Limit: object (channel/country/provider), metric (CVaR99/EL), value, period, priority, exceeding actions, exceptions/time windows.
17) Anti-patterns
Reliance on medium instead of tails; "beautiful RMSE" and poor CVaR.
Correlations "as is" without tail-dependence.
Lack of Point-in-Time → leakage, reassessment of "accuracy."
Ignoring scenarios/stresses; one model "for everything."
Silent parameter edits without the/changelog version.
There is no hysteresis in politics → flapping measures.

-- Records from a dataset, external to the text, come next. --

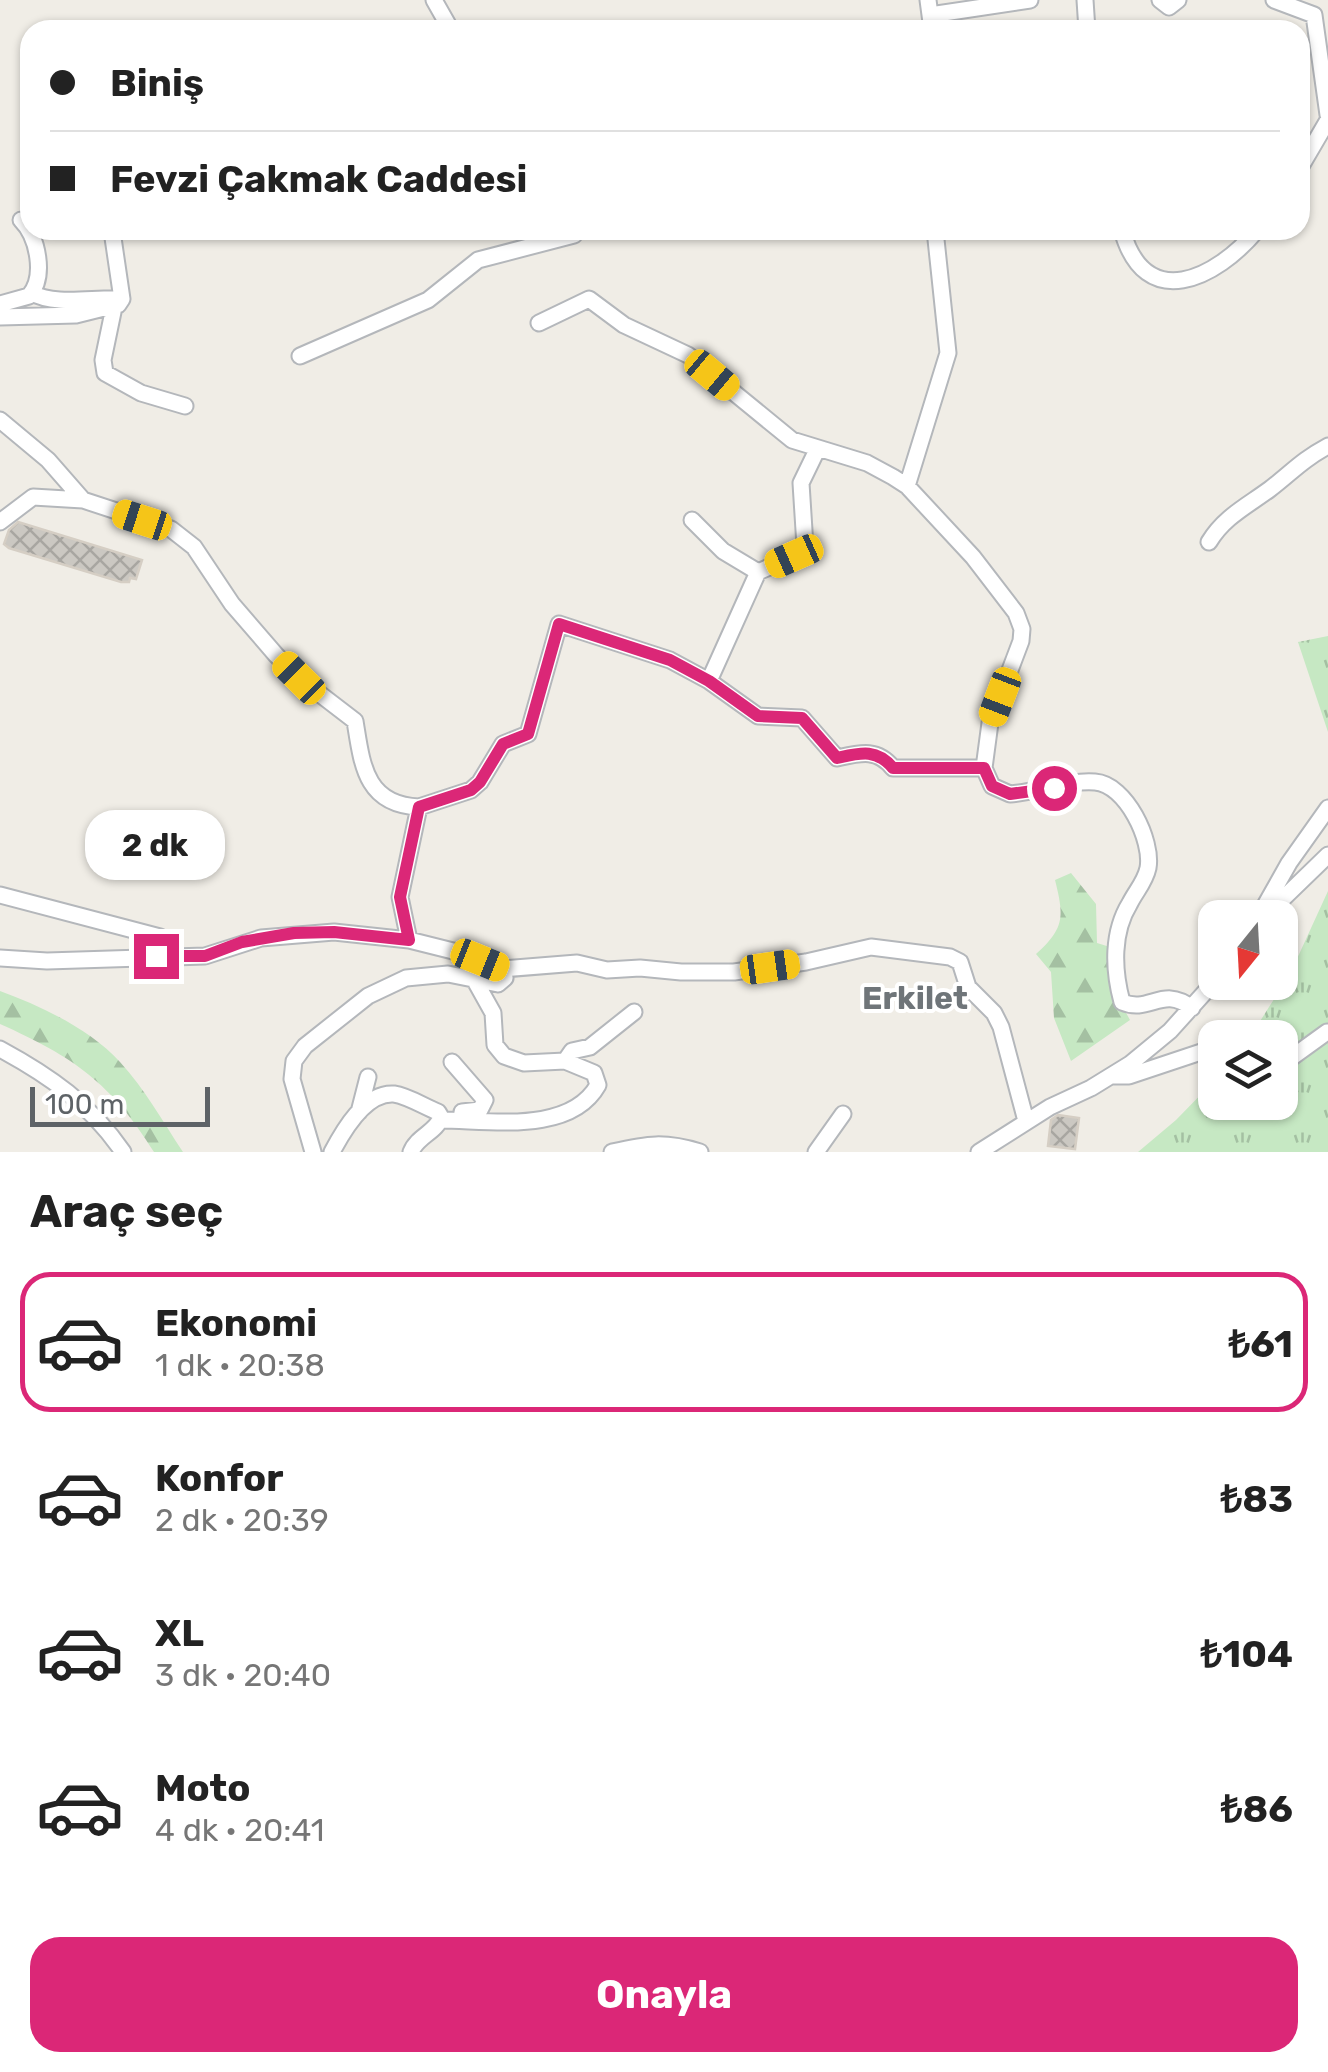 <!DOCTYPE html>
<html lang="tr">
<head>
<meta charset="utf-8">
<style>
	body { margin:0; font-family:Rubik,sans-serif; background:#f6f6f6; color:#222; height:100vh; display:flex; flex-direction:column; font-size:38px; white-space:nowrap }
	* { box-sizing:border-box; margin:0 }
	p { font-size:32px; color:#767676 }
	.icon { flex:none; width:55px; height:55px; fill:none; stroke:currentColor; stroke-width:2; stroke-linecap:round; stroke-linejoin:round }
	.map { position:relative; height:1152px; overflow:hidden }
	.details { display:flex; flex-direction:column; background:#fff; flex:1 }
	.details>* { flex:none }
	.banner { position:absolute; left:20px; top:20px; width:1290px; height:220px; border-radius:30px; box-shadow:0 2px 8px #0004; display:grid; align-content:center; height:220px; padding:0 30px; background:#fff }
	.needle { width:65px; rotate:198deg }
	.fabs { position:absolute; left:1198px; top:900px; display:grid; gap:20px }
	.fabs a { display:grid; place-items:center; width:100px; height:100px; border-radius:20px; background:#fff; box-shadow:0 2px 8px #0004; font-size:50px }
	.scale { position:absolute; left:30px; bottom:25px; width:180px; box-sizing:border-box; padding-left:10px; border:5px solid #5e6367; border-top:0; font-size:28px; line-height:35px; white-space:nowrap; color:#5e6367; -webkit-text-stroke:8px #fff; paint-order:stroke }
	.end { position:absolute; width:45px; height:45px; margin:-22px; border:12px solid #db2777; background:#fff; box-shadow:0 0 0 5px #fff }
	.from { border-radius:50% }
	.bubble { position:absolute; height:70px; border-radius:30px; background:#fff; box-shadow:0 2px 8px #0004; font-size:32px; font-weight:700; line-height:70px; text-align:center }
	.car { position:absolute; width:30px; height:60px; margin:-30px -15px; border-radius:12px; box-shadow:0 0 8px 2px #0007; background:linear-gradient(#f5c518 24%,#345 0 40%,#f5c518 0 76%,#345 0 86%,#f5c518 0) }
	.banner b { display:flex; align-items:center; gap:35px; height:95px; font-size:38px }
	.banner b+b { border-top:2px solid #e0e0e0 }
	.banner i { width:25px; height:25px; background:#222 }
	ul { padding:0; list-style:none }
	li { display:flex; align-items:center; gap:30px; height:140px; margin:0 20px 15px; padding:0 10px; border:5px solid transparent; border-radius:30px }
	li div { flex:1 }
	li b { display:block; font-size:38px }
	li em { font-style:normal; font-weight:700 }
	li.active { border-color:#db2777 }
	li>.icon { width:90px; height:90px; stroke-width:1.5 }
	h2 { padding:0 30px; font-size:45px; line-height:120px }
	.primary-button { display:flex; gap:20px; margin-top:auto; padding:20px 30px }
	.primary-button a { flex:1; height:115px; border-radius:30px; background:#db2777; color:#fff; font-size:40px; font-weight:700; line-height:115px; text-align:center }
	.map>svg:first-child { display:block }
</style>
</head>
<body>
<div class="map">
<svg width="1328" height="1152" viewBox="0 0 1328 1152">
	<defs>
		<pattern id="grass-tufts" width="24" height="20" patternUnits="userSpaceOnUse" patternTransform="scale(2.5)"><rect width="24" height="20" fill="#c6e8c3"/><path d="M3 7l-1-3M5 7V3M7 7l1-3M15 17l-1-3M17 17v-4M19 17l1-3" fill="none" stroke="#a4c0a2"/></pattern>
		<pattern id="forest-firs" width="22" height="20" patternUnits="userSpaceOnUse" patternTransform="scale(2.5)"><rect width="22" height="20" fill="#c6e8c3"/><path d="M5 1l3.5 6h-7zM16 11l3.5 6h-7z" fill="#a4c0a2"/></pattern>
		<pattern id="building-cross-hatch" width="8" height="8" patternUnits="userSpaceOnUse" patternTransform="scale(2.5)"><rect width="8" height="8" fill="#cbc8c2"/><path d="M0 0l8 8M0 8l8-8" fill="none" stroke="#a8a6a1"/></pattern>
	</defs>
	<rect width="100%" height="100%" fill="#f0ede6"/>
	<path fill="url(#grass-tufts)" d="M1328,636V732L1298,642Z
		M1328,891V1152H1138L1176,1120L1215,1080V1102H1280V1038L1250,1037L1290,974Z"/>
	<path fill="url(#forest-firs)" d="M1071,873L1096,904L1097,943L1110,947L1109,982L1130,1020L1071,1061L1054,1018L1051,972L1036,954C1065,928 1064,916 1055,880Z
		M0,991C41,1006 90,1029 120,1062C145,1089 163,1122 183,1152H154C111,1083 74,1057 0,1024Z"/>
	<path fill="url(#building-cross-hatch)" stroke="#d5cec4" stroke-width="2.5" d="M18,522L142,560L136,579L130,578L129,582H121L9,548L4,544L9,530Z
		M1058,1115L1079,1118L1075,1149L1048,1146L1051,1120Z"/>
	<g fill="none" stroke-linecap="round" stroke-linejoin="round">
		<defs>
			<path id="minor" d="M434,0L451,30
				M928,0L932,30
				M1085,0L1087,30
				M1160,0L1169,7L1178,0
				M1274,0L1314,15L1328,115
				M930,15L1030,0
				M1300,168L1328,120
				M1122,230C1145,314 1216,279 1257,230
				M112,231L122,299L118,305
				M32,293C55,306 95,297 122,299
				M0,304L29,296C46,277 38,237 21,220
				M0,317L76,315L104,308L113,312L103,360L105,373L141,393L185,406
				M539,323L589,299L624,325L688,355L792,440L867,463L893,477L907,486L973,557L1016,613L1022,629L1021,641L990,723L984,768L992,786L1010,794C1038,792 1068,780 1095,782C1126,784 1153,841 1148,868C1145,882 1136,891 1130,903C1112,932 1113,969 1122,1002C1150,1014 1162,985 1192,1008
				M300,356L428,300L478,260L574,235V230
				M0,420L48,460L83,500L171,529L194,547L232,604L276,655L299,678L355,721C362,764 365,805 419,807
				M907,486L948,353L935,230
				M692,520L723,551L758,572
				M0,522L33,497L83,500
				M1209,542C1224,517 1247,506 1270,489C1292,472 1302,460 1328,446
				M709,681L758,716L802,718L837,758C860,753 877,748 893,768H984
				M0,895L160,937L172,947L174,956
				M1266,915L1328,855
				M1258,918L1289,863L1328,808
				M409,940L400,897L419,807L471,790L480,782L503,744L528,734L559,624L670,660L709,681L758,572L799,554L805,546L801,483L817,450
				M0,958L47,961L205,956L261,938L334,932L409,940L457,952L503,969L577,963L607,970L640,968L681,972H734L806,962L871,947L950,957L960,962L968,987L994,1013L1001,1027L1026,1121
				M0,1049C50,1076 90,1104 123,1152
				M565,1061L572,1051L590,1047L634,1012
				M452,1062L485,1100L480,1110L462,1112
				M1280,1066L1327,1032
				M1114,1076H1129L1204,1051L1215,1050
				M359,1112L368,1077
				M441,1120C488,1120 570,1135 598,1085L594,1073L565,1061L524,1063L504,1056L495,1045L493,1013L474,979
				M313,1152L292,1079L294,1061L305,1046L368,996L406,978L448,974L498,984L505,978L503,969
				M332,1152C343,1131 365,1092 394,1094C408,1096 425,1107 438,1112L441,1117C437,1132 417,1136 411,1152
				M612,1152C648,1144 664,1141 700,1152
				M816,1152L843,1114
				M979,1152L1050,1107L1091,1088L1130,1064L1170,1031L1215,981"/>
		</defs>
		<use href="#minor" stroke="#b4b7bb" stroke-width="19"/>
		<use href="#minor" stroke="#fff" stroke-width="15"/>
	</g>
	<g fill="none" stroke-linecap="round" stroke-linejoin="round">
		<path stroke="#db2777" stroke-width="12" d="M156,956H205L242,942L294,933L334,932L409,940L400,897L419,807L471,790L480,782L503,744L528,734L559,624L670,660L709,681L758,716L802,718L837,758C860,753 876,748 893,768H984L992,786L1010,794L1054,788"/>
	</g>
	<g text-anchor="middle" stroke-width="8" stroke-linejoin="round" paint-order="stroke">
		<g font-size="32" font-weight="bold" fill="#6f7579" stroke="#fff">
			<text x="915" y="1009">Erkilet</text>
		</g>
	</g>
</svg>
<div class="fabs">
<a><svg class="needle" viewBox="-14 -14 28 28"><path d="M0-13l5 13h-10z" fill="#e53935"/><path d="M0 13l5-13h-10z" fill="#767676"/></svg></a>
<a><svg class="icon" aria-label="layers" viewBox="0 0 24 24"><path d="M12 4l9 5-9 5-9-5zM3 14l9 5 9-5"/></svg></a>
</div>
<div class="scale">100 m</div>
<i class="end from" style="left:1054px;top:788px"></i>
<i class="end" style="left:156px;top:956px"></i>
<div class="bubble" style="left:85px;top:810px;width:140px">2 dk</div>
<i class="car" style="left:712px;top:375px;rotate:130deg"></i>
<i class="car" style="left:142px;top:520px;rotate:288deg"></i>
<i class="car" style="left:794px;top:556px;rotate:246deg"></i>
<i class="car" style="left:299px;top:678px;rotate:315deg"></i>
<i class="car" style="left:1000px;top:697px;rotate:201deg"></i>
<i class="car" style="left:480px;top:960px;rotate:112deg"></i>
<i class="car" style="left:770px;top:967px;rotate:82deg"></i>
<div class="banner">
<b><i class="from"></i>Biniş</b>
<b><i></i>Fevzi Çakmak Caddesi</b>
</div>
</div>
<section class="details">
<h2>Araç seç</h2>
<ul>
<li class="active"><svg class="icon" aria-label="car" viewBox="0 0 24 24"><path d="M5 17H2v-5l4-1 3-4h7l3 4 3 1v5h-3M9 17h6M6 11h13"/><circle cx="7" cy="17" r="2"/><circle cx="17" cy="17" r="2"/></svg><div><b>Ekonomi</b><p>1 dk · 20:38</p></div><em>₺61</em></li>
<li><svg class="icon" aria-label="car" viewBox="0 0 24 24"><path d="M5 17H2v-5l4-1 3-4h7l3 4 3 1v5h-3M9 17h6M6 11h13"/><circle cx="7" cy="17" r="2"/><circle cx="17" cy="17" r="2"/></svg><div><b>Konfor</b><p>2 dk · 20:39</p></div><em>₺83</em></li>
<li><svg class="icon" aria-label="car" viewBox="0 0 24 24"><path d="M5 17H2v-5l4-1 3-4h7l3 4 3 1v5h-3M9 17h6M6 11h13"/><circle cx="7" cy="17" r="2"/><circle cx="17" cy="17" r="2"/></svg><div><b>XL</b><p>3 dk · 20:40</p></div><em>₺104</em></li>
<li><svg class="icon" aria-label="car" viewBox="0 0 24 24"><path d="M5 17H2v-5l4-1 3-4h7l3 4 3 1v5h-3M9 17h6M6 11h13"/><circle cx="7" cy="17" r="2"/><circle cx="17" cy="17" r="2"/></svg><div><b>Moto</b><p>4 dk · 20:41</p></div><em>₺86</em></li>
</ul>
<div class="primary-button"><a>Onayla</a></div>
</section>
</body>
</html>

18) Pre-Release Checklist for Risk Modeling Loops
- Risk Card and KRI issued, owners assigned
- PIT data, source contracts, event/policy calendar
- Frequency and severity calibrated, tails tested (EVT)
- Dependencies modeled (copula/factor), portfolio aggregated
- VaR/CVaR backtest, coating and parameter stability are normal
- Scripts and stress tests ready, passport and runbook issued
- Integration with limits/caps/policies, hysteresis enabled
- Model Card version, owners, monitoring and alerts configured
Total
Risk modeling is not about "estimating average loss" but managing tails: correct frequency and severity, EVT for extremes, dependencies through copulas, scenarios and stress tests, VaR/CVaR and economic metrics (RAROC), plus ModelOps discipline. Such a circuit turns risks from "black swans" into quantified solutions with limits, reserves and clear actions.